● DESCRIPTION OF THE TASK: For every line in the records that has the word "names", make a copy.

● DATASET EXCERPTS:
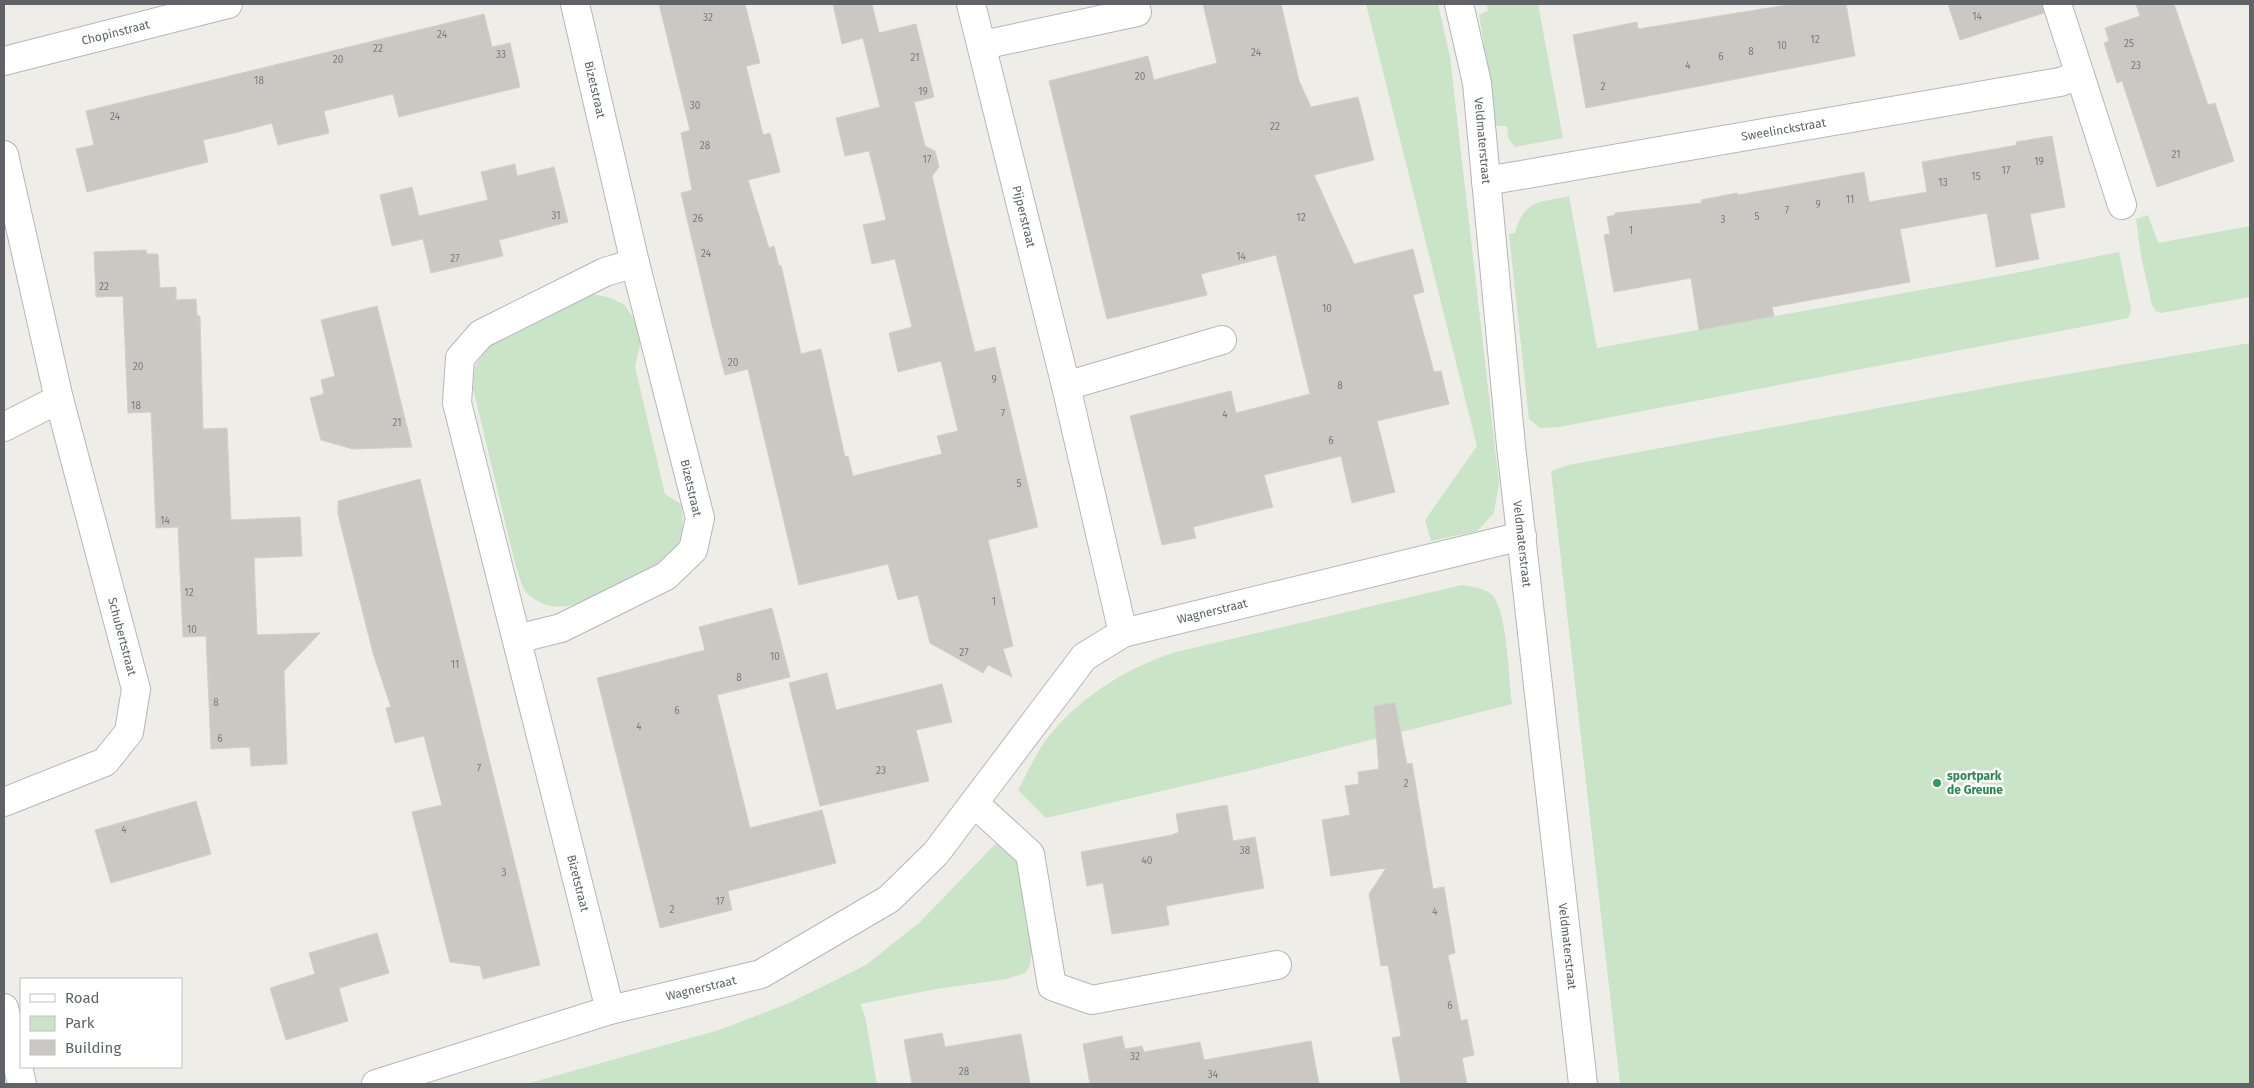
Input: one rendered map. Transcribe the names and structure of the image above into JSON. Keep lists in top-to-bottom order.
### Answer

--

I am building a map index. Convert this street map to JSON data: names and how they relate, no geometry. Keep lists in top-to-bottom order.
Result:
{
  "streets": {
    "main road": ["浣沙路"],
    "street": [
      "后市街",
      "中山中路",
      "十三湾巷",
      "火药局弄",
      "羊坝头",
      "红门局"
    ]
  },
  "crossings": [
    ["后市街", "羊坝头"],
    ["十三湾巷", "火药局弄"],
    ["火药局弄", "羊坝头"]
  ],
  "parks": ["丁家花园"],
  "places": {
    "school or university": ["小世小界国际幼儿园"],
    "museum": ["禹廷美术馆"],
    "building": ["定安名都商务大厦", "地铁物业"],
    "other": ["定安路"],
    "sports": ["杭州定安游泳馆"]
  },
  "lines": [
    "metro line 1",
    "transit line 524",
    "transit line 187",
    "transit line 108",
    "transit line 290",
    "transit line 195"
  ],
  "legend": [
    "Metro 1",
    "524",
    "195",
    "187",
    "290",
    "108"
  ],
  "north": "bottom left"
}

● RESPONSE AREA:
Input: one rendered map. Transcribe the names and structure of the image above into JSON. Keep lists in top-to-bottom order.
I am building a map index. Convert this street map to JSON data: names and how they relate, no geometry. Keep lists in top-to-bottom order.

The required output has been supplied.